The word
‘statistics’ seems to have been derived from the Latin word ‘Status’ or Italian
word ‘Statista’ or the German word ‘Statistik’ or the French word ‘Statistique’
each of which means a political state.
It is not a new discipline, but is as old as the human society. In good old days, the term statistics was
applied to a branch of statecraft – science of statecraft. As such, the term statistics was applied to
mean facts and figures which were needed by the state in its day to day
life. Statistics was regarded as a
by-product of administrative activities of the State. Now statistics is usually not studied for its
own sake (as a separate branch), but statistics is employed as a tool in
solving or analyzing the problems of the State.
In the
present age, statistics is regarded as one of the most important tools for
taking decisions. All the branches of
science make use of statistics.
Statistics helps in forming suitable policies; as such it is being used
in all the fields. In science,
statistics is freely used. In research
work, it has got its own status as a tool of research. Thus in every situation there is a demand for
statistics. The sampling techniques
further reduce the cost of statistics.
This is because by studying a part of the population, the
characteristics of the whole population can be known. Thus the increasing demand and decreasing
cost of statistics give way to growth.
Planning and
control are the twin-babies of management.

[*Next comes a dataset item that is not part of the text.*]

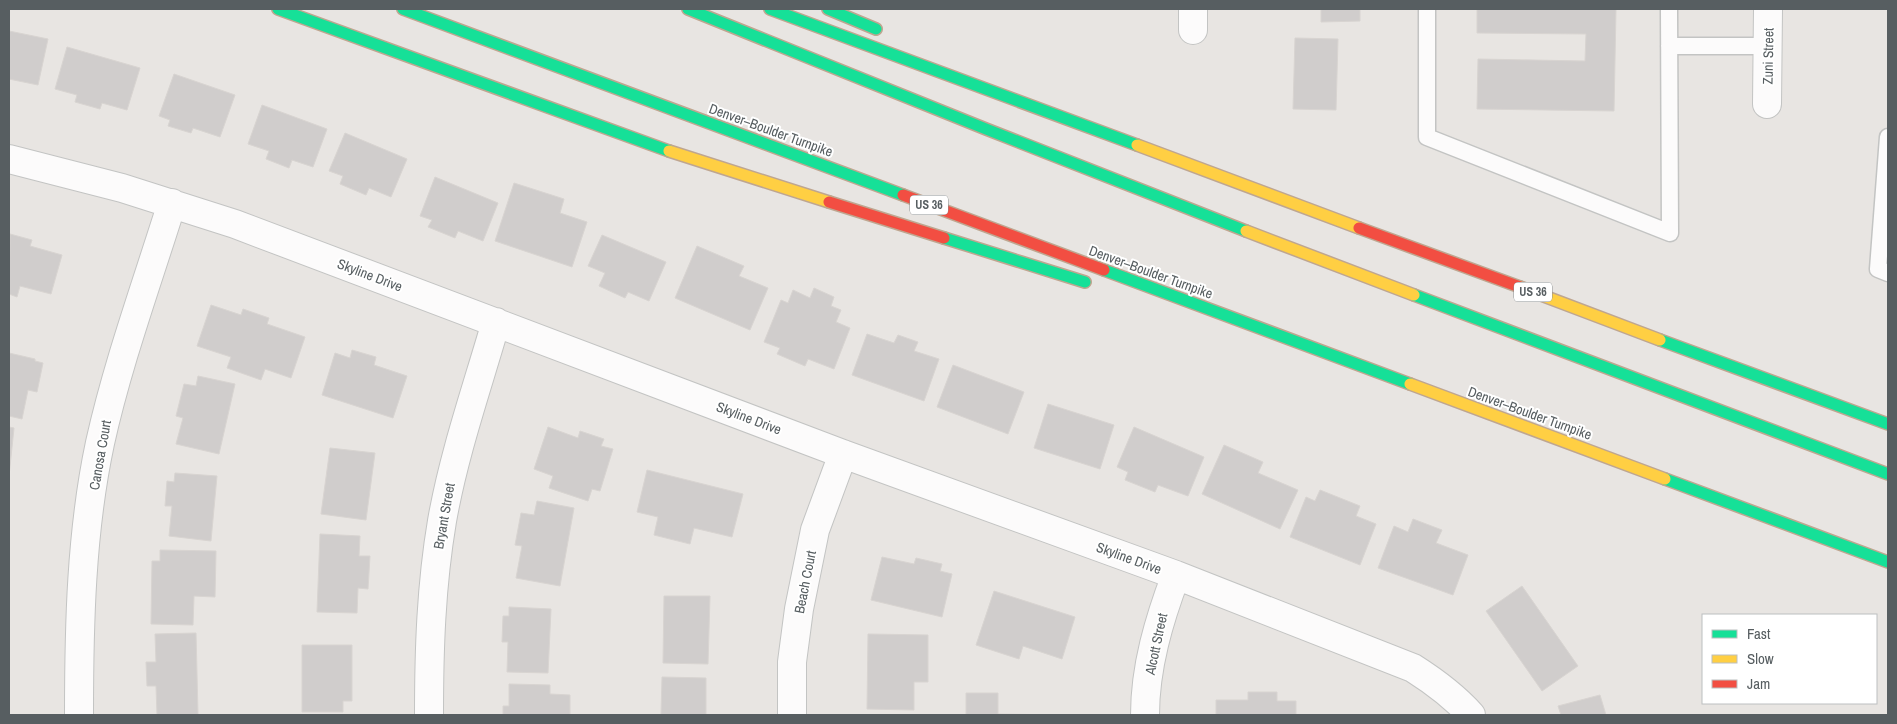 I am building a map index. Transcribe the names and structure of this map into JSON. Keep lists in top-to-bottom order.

Whenever we think of a plan we have to think of statistics. Planning cannot be devised without
statistics. In this technically advanced
and competitive world, a producer has to make a number of decisions such as
what to produce, where to produce, how to produce, where to sell, at what price
to sell etc. Such decisions depend upon
sound forecasting and forecasting cannot be made without statistics. Prof. Marshall observed that “statistics are the
straw out of which I, like any other economist, have had to make bricks”. Statistics helps in formulating suitable
policies and as such its need is increasingly felt in all the fields. A businessman needs information on daily
demand of the products, seasonal changes in demand, prices of competitive
products etc. All these problems are
resolved in the light of factual information and hence the need for statistics.
“By statistics we mean aggregates of facts
affected to a marked extent by multiplicity of causes, numerically expressed,
enumerated or estimated according to reasonable standard of accuracy, collected
in a systematic manner for a predetermined purpose and placed in relation to
each other.” - Horacesecrist
Numerical
data alone constitute statistics.
Students can be classified very good, good, average, poor, etc. on the
basis of their performance in tests. But
they are in qualitative expressions and are not statistics. In particular, the qualitative
characteristics – honesty, beauty, intelligence, etc. which cannot be measured
numerically are not statistics. If they
are expressed by giving certain scores (marks) as numerical standards, then
they can be called as statistics.
Another example is beauty competition of girls; if ranks are assigned,
then the quantitative measure of beauty of the girls can be regarded as
statistics.
The numerical
data pertaining to any field of enquiry can be obtained either by enumeration
(by actual counting) or by estimation.
If the field of enquiry is not large, enumeration (actual counting) can
be conducted. If the field of enquiry is
wide and large, enumeration is out of question; and in such cases, data can be
estimated. For instance, in the MBA
class there are 60 students; this is a case of enumeration. (We count the number of students). At the same time we may say that 1,00,000
people attended the Independence Day Celebration; it is a case of estimation (approximation).
A reasonable
standard of accuracy is needed in both enumeration and estimation. For instance, if the weights of students are
being measured, fractions of kilogram (say 1/10th or 1/20th
) can be ignored; when measuring the distance from Chennai to Kanyakumari,
fraction of a kilometer can be easily ignored.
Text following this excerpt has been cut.